* _Instructions for the task_: From the first line onward, reproduce the records exactly; the final line to include is the one holding "height:2.5px; margin:-1.25px; padding:0".

Data items:
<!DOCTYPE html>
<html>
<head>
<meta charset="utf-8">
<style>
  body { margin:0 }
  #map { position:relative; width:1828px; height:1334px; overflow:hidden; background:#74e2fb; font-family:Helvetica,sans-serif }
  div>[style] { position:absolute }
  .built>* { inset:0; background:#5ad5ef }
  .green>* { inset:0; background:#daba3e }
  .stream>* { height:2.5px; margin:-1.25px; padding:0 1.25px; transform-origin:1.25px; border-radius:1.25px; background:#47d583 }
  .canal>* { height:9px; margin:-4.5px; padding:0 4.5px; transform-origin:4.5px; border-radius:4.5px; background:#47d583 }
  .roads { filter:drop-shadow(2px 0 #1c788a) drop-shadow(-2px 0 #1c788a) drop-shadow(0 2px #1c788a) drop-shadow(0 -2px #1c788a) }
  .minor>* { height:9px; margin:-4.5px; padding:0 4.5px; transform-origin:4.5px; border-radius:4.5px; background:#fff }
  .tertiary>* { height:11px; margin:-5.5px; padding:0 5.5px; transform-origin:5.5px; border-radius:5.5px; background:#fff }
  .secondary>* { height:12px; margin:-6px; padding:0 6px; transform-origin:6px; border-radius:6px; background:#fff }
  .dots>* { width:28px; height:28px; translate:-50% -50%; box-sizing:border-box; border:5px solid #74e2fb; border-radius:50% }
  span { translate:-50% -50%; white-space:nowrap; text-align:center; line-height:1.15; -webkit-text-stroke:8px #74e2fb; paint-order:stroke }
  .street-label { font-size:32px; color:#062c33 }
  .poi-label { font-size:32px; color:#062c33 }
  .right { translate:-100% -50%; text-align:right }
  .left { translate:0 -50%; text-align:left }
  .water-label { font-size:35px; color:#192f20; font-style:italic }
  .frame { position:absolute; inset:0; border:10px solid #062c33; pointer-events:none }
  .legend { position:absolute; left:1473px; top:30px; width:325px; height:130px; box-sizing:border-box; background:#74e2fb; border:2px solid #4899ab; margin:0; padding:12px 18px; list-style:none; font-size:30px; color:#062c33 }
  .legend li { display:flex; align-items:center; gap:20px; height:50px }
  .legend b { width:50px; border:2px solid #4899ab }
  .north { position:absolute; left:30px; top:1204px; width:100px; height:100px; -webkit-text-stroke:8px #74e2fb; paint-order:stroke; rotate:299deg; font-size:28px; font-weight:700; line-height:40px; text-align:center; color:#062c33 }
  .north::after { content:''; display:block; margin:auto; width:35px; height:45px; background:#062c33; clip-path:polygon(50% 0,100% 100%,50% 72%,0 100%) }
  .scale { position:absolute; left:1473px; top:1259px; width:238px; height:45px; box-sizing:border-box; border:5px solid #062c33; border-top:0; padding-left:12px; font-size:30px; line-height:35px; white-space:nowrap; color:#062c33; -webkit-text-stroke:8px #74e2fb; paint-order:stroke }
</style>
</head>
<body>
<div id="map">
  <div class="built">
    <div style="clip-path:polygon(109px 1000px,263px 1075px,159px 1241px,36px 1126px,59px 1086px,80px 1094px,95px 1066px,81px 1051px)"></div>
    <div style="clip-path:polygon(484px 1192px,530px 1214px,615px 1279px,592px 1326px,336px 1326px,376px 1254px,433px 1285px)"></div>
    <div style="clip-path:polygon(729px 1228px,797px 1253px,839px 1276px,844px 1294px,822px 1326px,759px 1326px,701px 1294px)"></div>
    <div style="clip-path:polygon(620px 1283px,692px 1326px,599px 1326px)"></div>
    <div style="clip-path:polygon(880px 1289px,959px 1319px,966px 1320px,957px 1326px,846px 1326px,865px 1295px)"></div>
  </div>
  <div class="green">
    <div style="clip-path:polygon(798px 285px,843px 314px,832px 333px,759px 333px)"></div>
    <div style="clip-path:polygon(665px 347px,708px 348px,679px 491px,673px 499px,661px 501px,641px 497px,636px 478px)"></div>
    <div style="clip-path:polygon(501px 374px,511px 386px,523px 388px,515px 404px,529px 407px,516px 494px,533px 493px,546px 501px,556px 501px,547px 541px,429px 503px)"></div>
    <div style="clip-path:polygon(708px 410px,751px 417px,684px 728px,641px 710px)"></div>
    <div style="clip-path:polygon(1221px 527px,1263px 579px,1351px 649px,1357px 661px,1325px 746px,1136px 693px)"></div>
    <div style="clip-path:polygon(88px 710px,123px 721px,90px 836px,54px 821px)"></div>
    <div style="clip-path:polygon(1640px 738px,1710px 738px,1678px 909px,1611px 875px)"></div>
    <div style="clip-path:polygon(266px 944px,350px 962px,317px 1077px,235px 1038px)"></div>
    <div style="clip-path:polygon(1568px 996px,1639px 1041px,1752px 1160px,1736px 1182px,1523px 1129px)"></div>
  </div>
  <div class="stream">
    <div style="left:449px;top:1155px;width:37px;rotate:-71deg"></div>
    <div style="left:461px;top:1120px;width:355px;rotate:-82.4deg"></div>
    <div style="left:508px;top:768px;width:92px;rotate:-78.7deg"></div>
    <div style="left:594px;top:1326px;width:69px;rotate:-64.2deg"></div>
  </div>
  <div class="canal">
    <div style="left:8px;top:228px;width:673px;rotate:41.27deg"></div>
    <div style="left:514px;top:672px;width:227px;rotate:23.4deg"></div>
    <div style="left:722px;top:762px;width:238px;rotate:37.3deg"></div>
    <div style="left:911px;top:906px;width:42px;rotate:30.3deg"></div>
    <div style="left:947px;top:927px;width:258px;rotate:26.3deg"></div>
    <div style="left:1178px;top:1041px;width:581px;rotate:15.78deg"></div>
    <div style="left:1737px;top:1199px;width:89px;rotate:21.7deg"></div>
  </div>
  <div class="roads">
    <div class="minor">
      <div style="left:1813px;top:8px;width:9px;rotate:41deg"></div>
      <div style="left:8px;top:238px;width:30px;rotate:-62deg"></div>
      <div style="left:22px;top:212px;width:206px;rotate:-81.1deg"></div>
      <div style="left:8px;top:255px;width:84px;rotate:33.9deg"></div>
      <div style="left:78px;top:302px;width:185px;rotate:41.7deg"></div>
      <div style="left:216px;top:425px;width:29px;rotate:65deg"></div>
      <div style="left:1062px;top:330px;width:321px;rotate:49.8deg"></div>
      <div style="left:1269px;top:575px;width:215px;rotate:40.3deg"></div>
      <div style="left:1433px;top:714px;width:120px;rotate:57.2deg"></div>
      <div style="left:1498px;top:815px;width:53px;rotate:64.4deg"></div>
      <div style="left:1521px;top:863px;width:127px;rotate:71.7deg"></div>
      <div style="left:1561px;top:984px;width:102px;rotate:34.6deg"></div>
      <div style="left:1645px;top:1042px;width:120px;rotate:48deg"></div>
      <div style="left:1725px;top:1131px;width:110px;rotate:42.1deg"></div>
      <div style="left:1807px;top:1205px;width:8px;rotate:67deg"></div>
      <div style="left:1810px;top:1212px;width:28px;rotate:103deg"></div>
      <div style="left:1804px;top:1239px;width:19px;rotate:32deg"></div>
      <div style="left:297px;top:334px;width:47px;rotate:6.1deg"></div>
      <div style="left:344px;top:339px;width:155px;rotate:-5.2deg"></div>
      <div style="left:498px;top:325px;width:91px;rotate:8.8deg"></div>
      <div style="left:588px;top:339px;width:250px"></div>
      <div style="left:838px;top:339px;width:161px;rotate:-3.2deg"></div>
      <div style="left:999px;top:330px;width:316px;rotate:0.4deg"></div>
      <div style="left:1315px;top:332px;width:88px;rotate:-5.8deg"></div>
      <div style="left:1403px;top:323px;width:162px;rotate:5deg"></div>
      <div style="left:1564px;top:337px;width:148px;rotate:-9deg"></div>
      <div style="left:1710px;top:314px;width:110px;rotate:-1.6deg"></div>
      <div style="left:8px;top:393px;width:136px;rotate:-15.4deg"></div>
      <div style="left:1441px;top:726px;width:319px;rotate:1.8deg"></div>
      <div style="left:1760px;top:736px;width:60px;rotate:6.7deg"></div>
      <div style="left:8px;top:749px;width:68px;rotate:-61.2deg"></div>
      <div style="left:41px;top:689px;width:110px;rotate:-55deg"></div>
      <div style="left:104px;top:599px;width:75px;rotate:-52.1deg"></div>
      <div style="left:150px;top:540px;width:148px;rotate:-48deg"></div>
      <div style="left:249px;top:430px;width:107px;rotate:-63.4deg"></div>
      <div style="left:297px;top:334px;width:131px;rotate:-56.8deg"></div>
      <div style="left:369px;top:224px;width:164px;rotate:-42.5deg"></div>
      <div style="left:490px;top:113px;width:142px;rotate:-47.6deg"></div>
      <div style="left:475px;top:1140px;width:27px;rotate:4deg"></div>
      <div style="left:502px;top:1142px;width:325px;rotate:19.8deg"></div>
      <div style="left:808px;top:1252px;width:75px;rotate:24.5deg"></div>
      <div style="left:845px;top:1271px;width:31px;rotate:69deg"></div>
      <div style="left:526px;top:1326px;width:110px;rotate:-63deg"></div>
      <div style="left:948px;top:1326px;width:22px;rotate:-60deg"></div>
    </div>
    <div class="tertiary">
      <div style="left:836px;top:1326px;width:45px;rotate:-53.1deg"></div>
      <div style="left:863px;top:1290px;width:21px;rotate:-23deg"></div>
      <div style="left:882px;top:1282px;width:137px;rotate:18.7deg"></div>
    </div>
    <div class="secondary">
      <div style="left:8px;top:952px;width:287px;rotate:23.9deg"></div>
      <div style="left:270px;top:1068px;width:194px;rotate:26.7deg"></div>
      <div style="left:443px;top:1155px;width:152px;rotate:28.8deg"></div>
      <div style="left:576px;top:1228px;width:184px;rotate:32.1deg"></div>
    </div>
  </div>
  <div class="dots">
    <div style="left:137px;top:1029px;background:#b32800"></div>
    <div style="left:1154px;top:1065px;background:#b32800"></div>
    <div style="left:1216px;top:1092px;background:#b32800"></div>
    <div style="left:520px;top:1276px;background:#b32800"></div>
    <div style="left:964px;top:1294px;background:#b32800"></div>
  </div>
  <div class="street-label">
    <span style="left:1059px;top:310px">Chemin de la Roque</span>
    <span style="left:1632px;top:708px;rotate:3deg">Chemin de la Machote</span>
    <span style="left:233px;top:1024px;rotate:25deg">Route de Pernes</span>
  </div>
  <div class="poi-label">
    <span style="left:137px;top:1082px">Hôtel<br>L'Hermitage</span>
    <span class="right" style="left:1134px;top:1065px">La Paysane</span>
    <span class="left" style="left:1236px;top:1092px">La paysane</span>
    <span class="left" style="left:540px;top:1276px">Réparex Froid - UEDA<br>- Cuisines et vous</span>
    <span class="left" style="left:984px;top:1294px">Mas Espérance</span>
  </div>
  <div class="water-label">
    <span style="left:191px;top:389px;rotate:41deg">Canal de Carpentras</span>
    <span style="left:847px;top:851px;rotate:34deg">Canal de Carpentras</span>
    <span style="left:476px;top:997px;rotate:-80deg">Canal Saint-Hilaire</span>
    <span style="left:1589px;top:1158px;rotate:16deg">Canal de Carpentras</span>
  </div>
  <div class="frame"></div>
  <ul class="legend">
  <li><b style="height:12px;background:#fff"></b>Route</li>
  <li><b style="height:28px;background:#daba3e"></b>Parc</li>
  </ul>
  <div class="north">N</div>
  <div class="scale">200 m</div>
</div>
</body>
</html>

* _Answer to this exercise_:
<!DOCTYPE html>
<html>
<head>
<meta charset="utf-8">
<style>
  body { margin:0 }
  #map { position:relative; width:1828px; height:1334px; overflow:hidden; background:#74e2fb; font-family:Helvetica,sans-serif }
  div>[style] { position:absolute }
  .built>* { inset:0; background:#5ad5ef }
  .green>* { inset:0; background:#daba3e }
  .stream>* { height:2.5px; margin:-1.25px; padding:0 1.25px; transform-origin:1.25px; border-radius:1.25px; background:#47d583 }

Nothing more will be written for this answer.